Optimization with discrete random variables

In this post, I’m going to talk about common techniques that enable us to optimize a loss function w.r.t. discrete random variables. I may go off on a tangent on various models (e.g., variational auto-encoder and reinforcement learning) because these techniques come from many different areas so please bear with me.

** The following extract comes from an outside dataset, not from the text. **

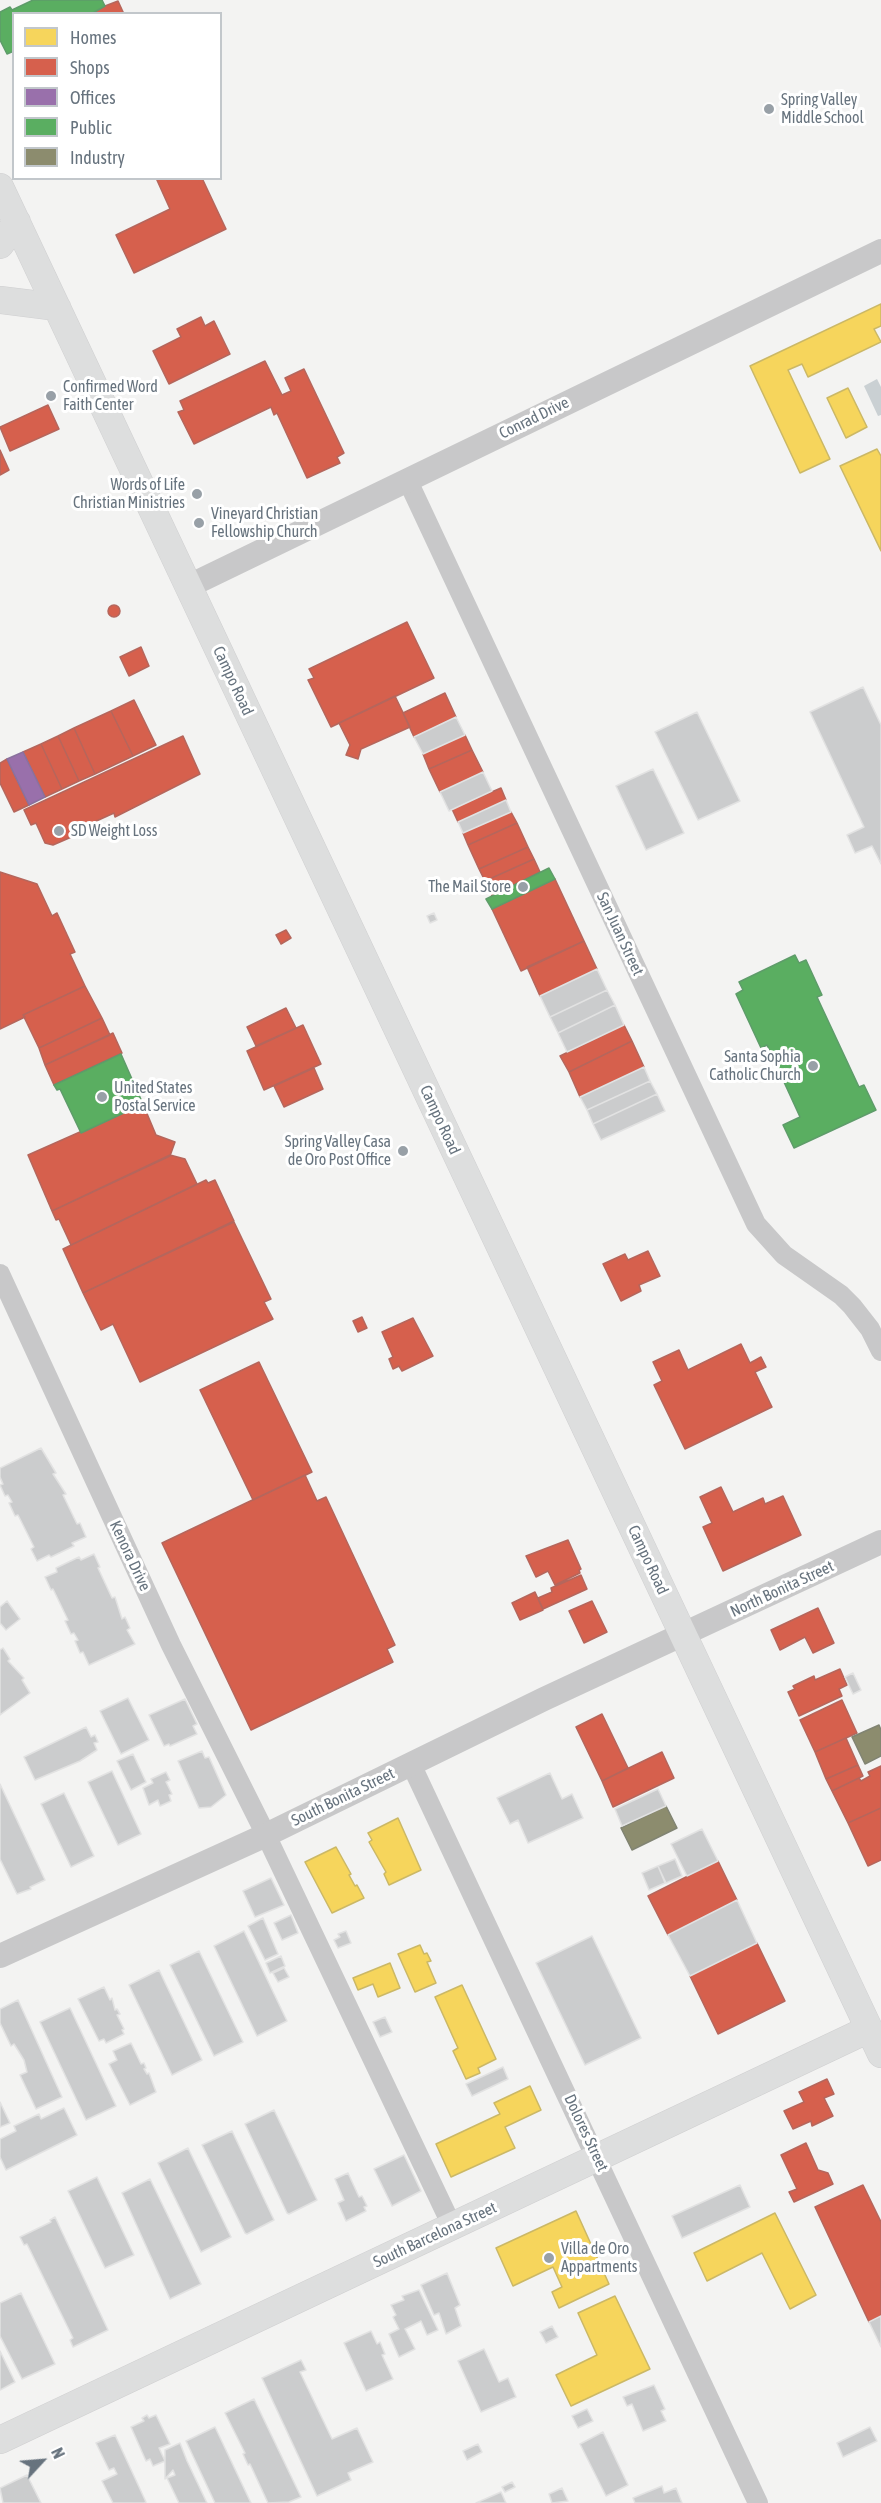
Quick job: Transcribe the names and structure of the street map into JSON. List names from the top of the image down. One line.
{"streets":{"main road":["Campo Road","South Barcelona Street"],"street":["Conrad Drive","San Juan Street","Kenora Drive","North Bonita Street","South Bonita Street","Dolores Street"]},"crossings":[["Conrad Drive","Campo Road"],["Conrad Drive","San Juan Street"],["Campo Road","North Bonita Street"],["Campo Road","South Bonita Street"],["Campo Road","South Barcelona Street"],["Kenora Drive","South Bonita Street"],["Kenora Drive","South Barcelona Street"],["North Bonita Street","South Bonita Street"],["South Bonita Street","Dolores Street"],["Dolores Street","South Barcelona Street"]],"places":["Spring Valley Middle School","Confirmed Word Faith Center","Words of Life Christian Ministries","Vineyard Christian Fellowship Church","SD Weight Loss","The Mail Store","Santa Sophia Catholic Church","United States Postal Service","Spring Valley Casa de Oro Post Office","Villa de Oro Appartments"],"legend":["Homes","Shops","Offices","Public","Industry"],"north":"top right"}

We start from variational auto encoder (VAE) with continuous latent variables. Then we will look at VAE with discrete latent variables.

VAE

With generative modeling in mind, we suppose every data $x$ is generated by some latent variable $z$ , which itself is a random variable following certain distribution $p(z|x)$ . We’d like to use a parameterized distribution $q_\theta(z|x)$ to approximate $p(z|x)$ (this is the encoder of VAE). Usually, $q_\theta(z|x)$ can be parameterized as a Gaussian distribution: $q_\theta(z|x) \sim \mathcal{N}\left(\mu_\theta(x), \Sigma_\theta(x)\right)$ . To make $p(z|x)$ and $q_\theta(z|x)$ close to each other, we minimize the KL-divergence between them:

$\theta^* = argmin_\theta\; KL\left(q_\theta(z|x) || p(z|x) \right ) \newline= argmin_\theta \; \mathbb{E}_{q_\theta} [log\;q_\theta(z|x)] - \mathbb{E}_{q_\theta} [log\;p(z,x)]+log\;p(x)$

In the formula above, $\mathbb{E}_{q_\theta}[f(z)]$ means $\int q_\theta(z|x) f(z) dz$ , and $log \; p(x)$ is a constant w.r.t. $\theta$ and thus can be omitted. With simple re-arrangement, we can equivalently maximize the so-called ELBO function in order to find $\theta^*$ :

$ELBO(\theta) \newline= \mathbb{E}_{q_\theta} [log\;p(z,x)] - \mathbb{E}_{q_\theta} [log\;q_\theta(z|x)]\newline=\mathbb{E}_{q_\theta}[log\;p(x|z)] + \mathbb{E}_{q_\theta}[log\;p(z)] - \mathbb{E}_{q_\theta}[log\;q_\theta(z|x)] \quad\quad p(z) \text{ is the prior of } z \newline= \mathbb{E}_{q_\theta}[log\;p(x|z)] - \mathbb{E}_{q_\theta} [log \frac{q_{\theta}(z|x)}{p(z)}]\newline=\mathbb{E}_{q_\theta}[log\;p(x|z)] - KL\left(q_\theta(z|x) || p(z)\right)$

Practically, $p(x|z)$ is also fitted by a parameterized function $p_\phi(x|z)$ (this is the decoder of VAE). So the ultimate objective function we have for fitting a VAE is:

(1) $\begin{equation*} $argmax_{\theta, \phi} \; \mathbb{E}_{x\sim D} \left[\mathbb{E}_{q_\theta}[log\;p_\phi(x|z)] - KL\left(q_\theta(z|x) || p(z)\right)\right]$\end{equation*}$

We can interpret the objective function in the following ways: $\mathbb{E}_{q_\theta}[log\;p_\phi(x|z)]$ can be thought as the so-called “reconstruction error”, which encourages the reconstructed $x$ be as close to the original $x$ as possible. $KL\left(q_\theta(z|x) || p(z)\right)$ encourages $q_\theta(z|x)$ to be close to the prior of $z$ . For more about ELBO and variational inference, please refer to one older post [8].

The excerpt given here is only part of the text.